→ TRY IT:
Gather each line of the records where "lists" appears.

→ EXCERPTED DATA:
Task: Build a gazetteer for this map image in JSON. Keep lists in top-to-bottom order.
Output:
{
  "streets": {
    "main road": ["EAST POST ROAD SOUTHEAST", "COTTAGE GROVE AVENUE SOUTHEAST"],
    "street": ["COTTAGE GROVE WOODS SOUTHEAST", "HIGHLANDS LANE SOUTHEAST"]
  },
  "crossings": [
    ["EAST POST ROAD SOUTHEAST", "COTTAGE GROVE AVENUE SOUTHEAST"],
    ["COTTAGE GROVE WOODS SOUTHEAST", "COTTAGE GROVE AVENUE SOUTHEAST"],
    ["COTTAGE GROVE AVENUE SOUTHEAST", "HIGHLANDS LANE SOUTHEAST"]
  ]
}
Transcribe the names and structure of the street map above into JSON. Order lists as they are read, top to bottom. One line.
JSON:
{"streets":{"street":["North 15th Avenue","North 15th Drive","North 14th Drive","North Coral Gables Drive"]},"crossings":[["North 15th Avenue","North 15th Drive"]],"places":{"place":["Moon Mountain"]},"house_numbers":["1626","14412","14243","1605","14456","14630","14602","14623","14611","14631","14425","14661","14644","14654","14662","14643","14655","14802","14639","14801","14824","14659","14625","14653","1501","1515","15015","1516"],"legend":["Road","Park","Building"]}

→ EXERCISE RESPONSE:
Task: Build a gazetteer for this map image in JSON. Keep lists in top-to-bottom order.
Transcribe the names and structure of the street map above into JSON. Order lists as they are read, top to bottom. One line.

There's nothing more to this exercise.